Stocks appear set to open on the upside this morning, considering activity in the futures markets. The Bureau of Labor Statistics reported that April import prices advanced 0.4%, month to month, compared to a 0.2% decline previously. Excluding volatile fuel prices, the index showed a slight monthly contraction of 0.1%, less so than the 0.5% pullback in March. Notably, the price index was down 4.8%, year on year, compared to a 4.6% decline in March. Shortly, the University of Michigan will release its preliminary survey of consumer sentiment for May. It’s expected to come in one-half point shy of the April level of 63.5. These figures lend credence to the consensus view on Wall Street that inflation and consumer activity are easing.

Earlier this week, both the consumer price index and the producer price index indicated a modest slowing in the overall inflation trend. Also worthy of note, initial jobless claims and continuing jobless claims ticked higher, suggesting a slackening in demand for employees. That could result in a further softening of wage growth. Furthermore, during this week, additional stress appeared in the regional banking sector, with PacWest Bancorp (PACW) reporting significant deposit outflows. This, along with difficult debt-ceiling talks between the White House and Congress, raised uncertainty and concern among investors. Through Thursday’s close, the blue-chip Dow Jones Industrial Average (DJIA) was down 1.1%, the broader Standard & Poor’s 500 Index (S&P 500) was holding steady, and the tech-heavy NASDAQ Composite was up a modest 0.8%. Overall, the markets seem likely to finish the week on a mixed note.

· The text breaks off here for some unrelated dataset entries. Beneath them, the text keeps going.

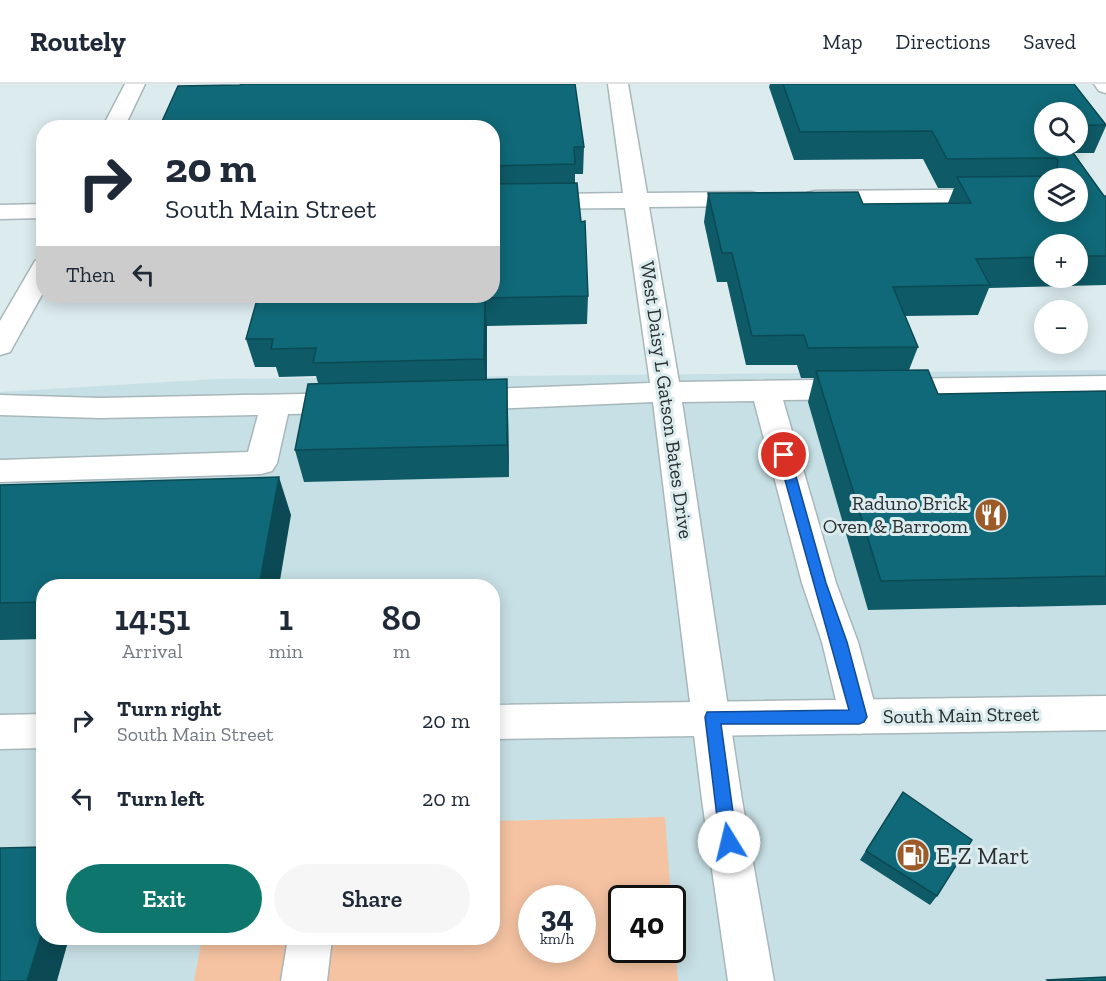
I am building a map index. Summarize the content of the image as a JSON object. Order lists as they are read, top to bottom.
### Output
{
  "streets": {
    "street": ["West Daisy L Gatson Bates Drive", "South Main Street"]
  },
  "crossings": [
    ["West Daisy L Gatson Bates Drive", "South Main Street"]
  ],
  "places": {
    "restaurant": ["Raduno Brick Oven & Barroom"],
    "fuel station": ["E-Z Mart"]
  },
  "page": {
    "header": "Routely",
    "nav": ["Map", "Directions", "Saved"],
    "map_buttons": ["+", "−"],
    "turn": ["20 m", "South Main Street"],
    "then": "Then",
    "eta": [
      "14:51",
      "Arrival",
      "1",
      "min",
      "80",
      "m"
    ],
    "list": [
      {
        "name": "Turn right",
        "note": "South Main Street",
        "value": "20 m"
      },
      {
        "name": "Turn left",
        "value": "20 m"
      }
    ],
    "buttons": ["Exit", "Share"],
    "speed": "34 km/h",
    "limit": "40"
  }
}
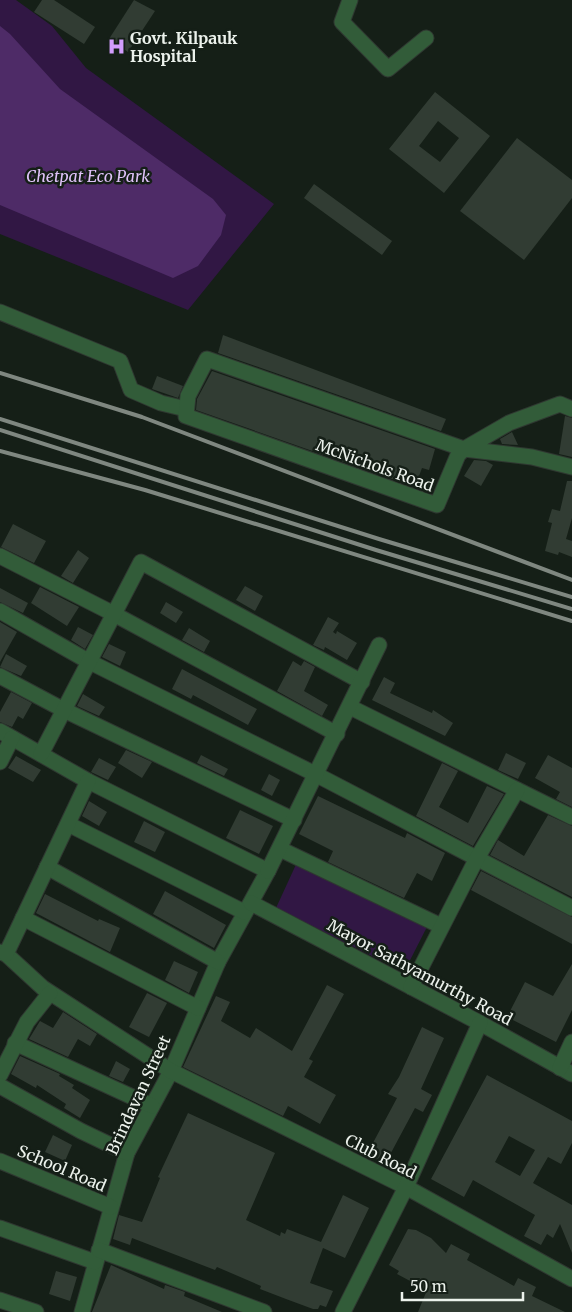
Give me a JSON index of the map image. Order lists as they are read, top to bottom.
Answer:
{
  "streets": {
    "street": [
      "McNichols Road",
      "Mayor Sathyamurthy Road",
      "Brindavan Street",
      "Club Road",
      "School Road"
    ]
  },
  "crossings": [
    ["Mayor Sathyamurthy Road", "Brindavan Street"],
    ["Brindavan Street", "Club Road"],
    ["Brindavan Street", "School Road"]
  ],
  "parks": ["Chetpat Eco Park"],
  "places": {
    "hospital": ["Govt. Kilpauk Hospital"]
  },
  "scale_bar": "50 m"
}
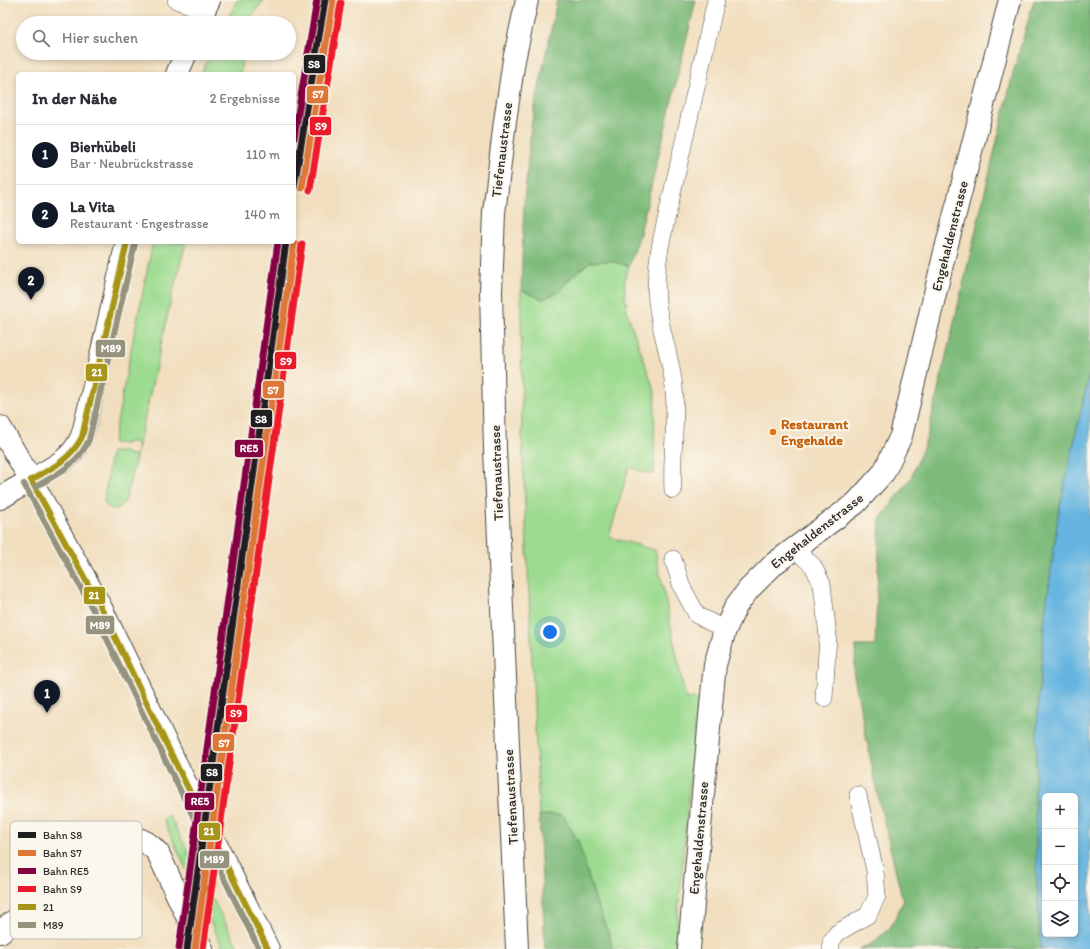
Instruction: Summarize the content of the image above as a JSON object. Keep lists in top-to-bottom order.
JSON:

Next week, new April and May data on manufacturing, retail sales, industrial production, capacity utilization, housing, employment, and leading economic indicators will stream in. The Federal Reserve will be closely monitoring trends in this data, while continuing to maintain a watch on the banking industry. Over the past year, the Fed has aggressively raised short-term interest rates from near zero to the 5.00%-5.25% range in an effort to rein in goods and services inflation, as well as wage gains. Currently, the bond market is implying that interest rates will decline by year end, as reflected in high short-duration security rates and lower long-duration rates. Fed Chair Jerome Powell has pushed back against this assumption. Mr. Powell seems inclined to at least hold rates steady, possibly until the start of 2024. We note that if inflation does not fall to the central bank’s 2% annual target by the end of 2023, there is conceivably the risk of additional hikes, which would bode ill for share prices. The Fed’s next rate-setting meeting is scheduled for mid-June.

At this juncture, we believe a pause in the Fed’s inflation-fighting strategy appears most likely. Lagging cost-of-housing data, once in, could well point to a more substantial easing of inflation than is currently apparent. Too, generally moderate stresses in the banking sector will probably drag on over the next several weeks, if not months. Commercial and consumer lending may become challenged, pulling down broader economic activity. Though we don’t expect it, a severe weakening of the domestic economy could prompt the Fed to quickly reverse course and cut rates. Serious foreign political events, involving, for example, Russia, China, Iran and North Korea, would pose added considerations for central bank policy.

So far this year, the NASDAQ has performed better than the DJIA and the S&P 500. Many investors have turned to large-cap tech issues, namely Apple (AAPL), Amazon.com (AMZN), Alphabet (GOOG), Meta Platforms (META), and Microsoft (MSFT), which offer decent downside protection, as well as good growth potential if the economy weathers the current challenging situation better than expected. This, in our view, is a prudent strategy for the time being.

At the time of this article’s writing, the author did not hold any positions in any of the companies mentioned.